Sport | 15.07.2006

Lockerer Sieg von YB

Zum 45. Mal fand in Grenchen der Uhrencup statt. Am zweiten Spieltag trafen die Berner Young Boys auf den Bundesliga-Absteiger 1. FC Köln mit dem ehemaligen Thun- und GC-Trainer Hanspeter Latour.
Bild: Julian Perrenoud, Thomas Hirsbrunner Die Young Boys in ungewohnter Formation Gürkan Sermeter versucht sich durchzusetzen Milicevics Jubel nach dem 1:0 Hanspeter Latour konnte mit seinen Mannen nicht zufrieden sein Trotz dem schlechten Auftritt ihres Teams: Die Kölner Fans in Festlaune Hauptorganisator Sascha Ruefer dirigiert

Man erinnert sich nur zu gut daran, als der Erfolgstrainer Hanspeter Latour das Berner Oberland verliess und für ein Jahr zu den Zürcher Grasshoppers wechselte. Nach einer gelungenen Saison beim früheren Titelaspiranten wurde der Berner Oberländer zum abstiegsbedrohten 1. FC Köln geholt. Der Abstieg in die 2. Bundesliga konnte nicht mehr verhindert werden, jedoch konnte Latour in seiner kurzen Zeit in Deutschland sein Können als Motivationstrainer einige Male erfolgreich unter Beweis stellen. Nun also, nach einem halben Jahr, kehrt er zurück in die Schweiz, genauer nach Grenchen an den diesjährigen Uhrencup.  

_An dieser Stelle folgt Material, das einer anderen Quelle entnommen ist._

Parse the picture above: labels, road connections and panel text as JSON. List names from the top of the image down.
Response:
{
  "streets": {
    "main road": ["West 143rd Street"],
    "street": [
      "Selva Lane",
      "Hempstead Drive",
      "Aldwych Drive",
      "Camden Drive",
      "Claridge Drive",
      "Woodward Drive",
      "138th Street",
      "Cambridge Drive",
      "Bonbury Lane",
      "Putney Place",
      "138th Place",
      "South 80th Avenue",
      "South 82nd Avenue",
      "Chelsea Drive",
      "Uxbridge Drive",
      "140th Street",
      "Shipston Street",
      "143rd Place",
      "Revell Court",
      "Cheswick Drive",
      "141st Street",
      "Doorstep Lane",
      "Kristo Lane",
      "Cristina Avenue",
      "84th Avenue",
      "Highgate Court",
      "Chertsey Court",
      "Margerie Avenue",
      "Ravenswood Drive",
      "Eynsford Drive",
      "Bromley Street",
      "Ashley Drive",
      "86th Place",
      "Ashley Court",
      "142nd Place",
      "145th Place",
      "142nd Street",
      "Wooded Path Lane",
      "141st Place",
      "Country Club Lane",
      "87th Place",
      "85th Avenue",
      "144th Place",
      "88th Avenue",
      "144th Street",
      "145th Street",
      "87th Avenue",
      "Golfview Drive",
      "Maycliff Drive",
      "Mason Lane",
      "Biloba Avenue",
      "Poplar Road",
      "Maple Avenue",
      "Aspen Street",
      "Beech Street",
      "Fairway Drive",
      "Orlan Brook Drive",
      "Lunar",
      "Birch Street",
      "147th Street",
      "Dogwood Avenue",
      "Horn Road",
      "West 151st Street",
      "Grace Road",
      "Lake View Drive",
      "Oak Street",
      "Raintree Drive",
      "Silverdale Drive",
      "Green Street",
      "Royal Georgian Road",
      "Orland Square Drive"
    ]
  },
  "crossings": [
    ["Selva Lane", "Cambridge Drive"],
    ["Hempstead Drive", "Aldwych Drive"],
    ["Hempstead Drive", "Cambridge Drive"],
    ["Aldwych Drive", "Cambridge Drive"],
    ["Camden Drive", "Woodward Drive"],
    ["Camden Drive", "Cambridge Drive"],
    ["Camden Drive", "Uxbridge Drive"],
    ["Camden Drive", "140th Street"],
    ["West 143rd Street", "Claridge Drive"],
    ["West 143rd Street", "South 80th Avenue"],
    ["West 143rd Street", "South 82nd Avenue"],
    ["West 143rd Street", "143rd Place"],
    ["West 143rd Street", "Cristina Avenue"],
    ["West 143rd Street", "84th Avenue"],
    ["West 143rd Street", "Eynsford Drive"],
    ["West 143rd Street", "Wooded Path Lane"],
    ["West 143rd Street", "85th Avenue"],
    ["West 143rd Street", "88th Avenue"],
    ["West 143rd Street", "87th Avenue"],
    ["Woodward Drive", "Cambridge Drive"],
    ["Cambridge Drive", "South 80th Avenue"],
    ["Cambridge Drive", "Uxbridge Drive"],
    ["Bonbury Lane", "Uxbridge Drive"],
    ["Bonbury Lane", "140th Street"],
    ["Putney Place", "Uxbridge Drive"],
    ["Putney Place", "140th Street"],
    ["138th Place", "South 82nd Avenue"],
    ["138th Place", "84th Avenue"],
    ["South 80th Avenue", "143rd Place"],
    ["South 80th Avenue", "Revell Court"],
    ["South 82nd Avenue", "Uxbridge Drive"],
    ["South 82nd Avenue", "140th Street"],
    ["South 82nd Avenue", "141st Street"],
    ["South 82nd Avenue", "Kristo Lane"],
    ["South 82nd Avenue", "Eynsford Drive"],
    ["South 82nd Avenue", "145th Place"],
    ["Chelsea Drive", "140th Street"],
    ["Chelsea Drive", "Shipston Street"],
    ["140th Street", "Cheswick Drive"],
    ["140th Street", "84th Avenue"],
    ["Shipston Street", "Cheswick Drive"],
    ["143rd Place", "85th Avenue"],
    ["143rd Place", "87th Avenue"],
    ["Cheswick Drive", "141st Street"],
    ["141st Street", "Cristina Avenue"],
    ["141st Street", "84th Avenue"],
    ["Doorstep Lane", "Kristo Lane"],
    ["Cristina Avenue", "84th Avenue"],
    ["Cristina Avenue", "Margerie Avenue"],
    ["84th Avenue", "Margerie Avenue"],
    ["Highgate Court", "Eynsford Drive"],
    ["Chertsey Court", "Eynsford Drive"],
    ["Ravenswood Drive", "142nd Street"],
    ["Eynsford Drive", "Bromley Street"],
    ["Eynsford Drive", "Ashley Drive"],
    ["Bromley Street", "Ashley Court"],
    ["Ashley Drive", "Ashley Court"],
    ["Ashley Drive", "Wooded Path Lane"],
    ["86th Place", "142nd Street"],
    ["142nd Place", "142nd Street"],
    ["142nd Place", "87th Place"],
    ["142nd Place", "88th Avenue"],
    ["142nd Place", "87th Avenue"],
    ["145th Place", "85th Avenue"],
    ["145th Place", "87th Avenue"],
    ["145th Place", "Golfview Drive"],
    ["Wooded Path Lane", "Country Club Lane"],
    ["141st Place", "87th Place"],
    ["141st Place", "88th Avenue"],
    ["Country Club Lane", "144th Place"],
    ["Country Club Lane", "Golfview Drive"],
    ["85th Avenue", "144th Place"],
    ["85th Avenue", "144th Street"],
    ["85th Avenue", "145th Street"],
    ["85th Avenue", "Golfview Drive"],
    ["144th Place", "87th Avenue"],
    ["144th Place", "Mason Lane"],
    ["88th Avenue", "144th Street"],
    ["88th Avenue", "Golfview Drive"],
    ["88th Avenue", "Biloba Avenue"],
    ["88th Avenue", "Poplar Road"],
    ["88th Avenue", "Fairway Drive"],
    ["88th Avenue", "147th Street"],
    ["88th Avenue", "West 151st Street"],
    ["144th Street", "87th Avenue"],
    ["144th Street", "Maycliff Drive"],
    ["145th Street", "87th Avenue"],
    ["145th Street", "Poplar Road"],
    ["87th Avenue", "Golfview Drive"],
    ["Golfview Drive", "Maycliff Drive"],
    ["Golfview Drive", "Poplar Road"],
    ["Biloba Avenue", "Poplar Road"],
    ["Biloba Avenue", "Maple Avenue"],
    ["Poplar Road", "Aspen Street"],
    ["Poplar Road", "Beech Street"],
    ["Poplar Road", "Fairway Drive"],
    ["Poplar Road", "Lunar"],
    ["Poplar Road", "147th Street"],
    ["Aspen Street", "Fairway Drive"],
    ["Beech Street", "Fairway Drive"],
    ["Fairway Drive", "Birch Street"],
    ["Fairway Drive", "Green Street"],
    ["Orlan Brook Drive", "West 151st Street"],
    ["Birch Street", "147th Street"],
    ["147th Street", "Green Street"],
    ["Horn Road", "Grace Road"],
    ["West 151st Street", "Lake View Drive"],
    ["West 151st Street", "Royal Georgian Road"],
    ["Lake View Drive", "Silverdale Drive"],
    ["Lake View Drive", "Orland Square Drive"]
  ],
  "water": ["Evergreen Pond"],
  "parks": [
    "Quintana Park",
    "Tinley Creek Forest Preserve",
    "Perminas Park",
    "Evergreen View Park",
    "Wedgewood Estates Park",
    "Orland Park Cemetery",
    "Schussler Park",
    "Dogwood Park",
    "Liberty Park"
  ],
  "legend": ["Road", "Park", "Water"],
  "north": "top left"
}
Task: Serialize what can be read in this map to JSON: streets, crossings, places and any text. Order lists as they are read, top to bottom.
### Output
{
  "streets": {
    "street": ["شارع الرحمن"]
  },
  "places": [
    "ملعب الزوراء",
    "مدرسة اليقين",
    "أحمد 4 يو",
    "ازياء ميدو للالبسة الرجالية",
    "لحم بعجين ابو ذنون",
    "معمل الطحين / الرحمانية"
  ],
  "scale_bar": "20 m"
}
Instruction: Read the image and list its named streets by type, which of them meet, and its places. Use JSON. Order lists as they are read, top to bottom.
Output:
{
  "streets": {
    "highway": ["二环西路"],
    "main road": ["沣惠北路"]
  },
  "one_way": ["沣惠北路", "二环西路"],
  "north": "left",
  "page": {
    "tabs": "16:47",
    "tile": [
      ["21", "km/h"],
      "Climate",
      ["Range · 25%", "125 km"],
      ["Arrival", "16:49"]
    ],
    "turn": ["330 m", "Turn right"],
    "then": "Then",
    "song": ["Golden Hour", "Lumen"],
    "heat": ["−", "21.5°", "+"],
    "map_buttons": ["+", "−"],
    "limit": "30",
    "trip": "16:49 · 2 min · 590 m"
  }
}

Viele Ersatzspieler mit Einsatz

Nebst Köln ist ebenfalls Bayern 04 aus Leverkusen an diesem Turnier anwesend, welche am Vortag vom FC Zürich mit 4:1 souverän bezwungen wurden. Der Uhrencup dient seit 45 Jahren für verschiedene Teams als Vorbereitung auf die kommende Saison, so auch für die Young Boys, welche gerade erst vom Uefa-Cup Spiel aus Armenien zurückgekehrt sind. Dementsprechend trat die Equipe von Gernot Rohr auch nicht in der Bestformation an. Mit Calvano Tiago, Matteo Gritti, Xavier Hochstrassener und Shi Jun erhielten vor allem Ergänzungsspieler die Möglichkeit, sich von einer guten Seite zu präsentieren und für allfällige Meisterschaftseinsätze auf sich aufmerksam zu machen.  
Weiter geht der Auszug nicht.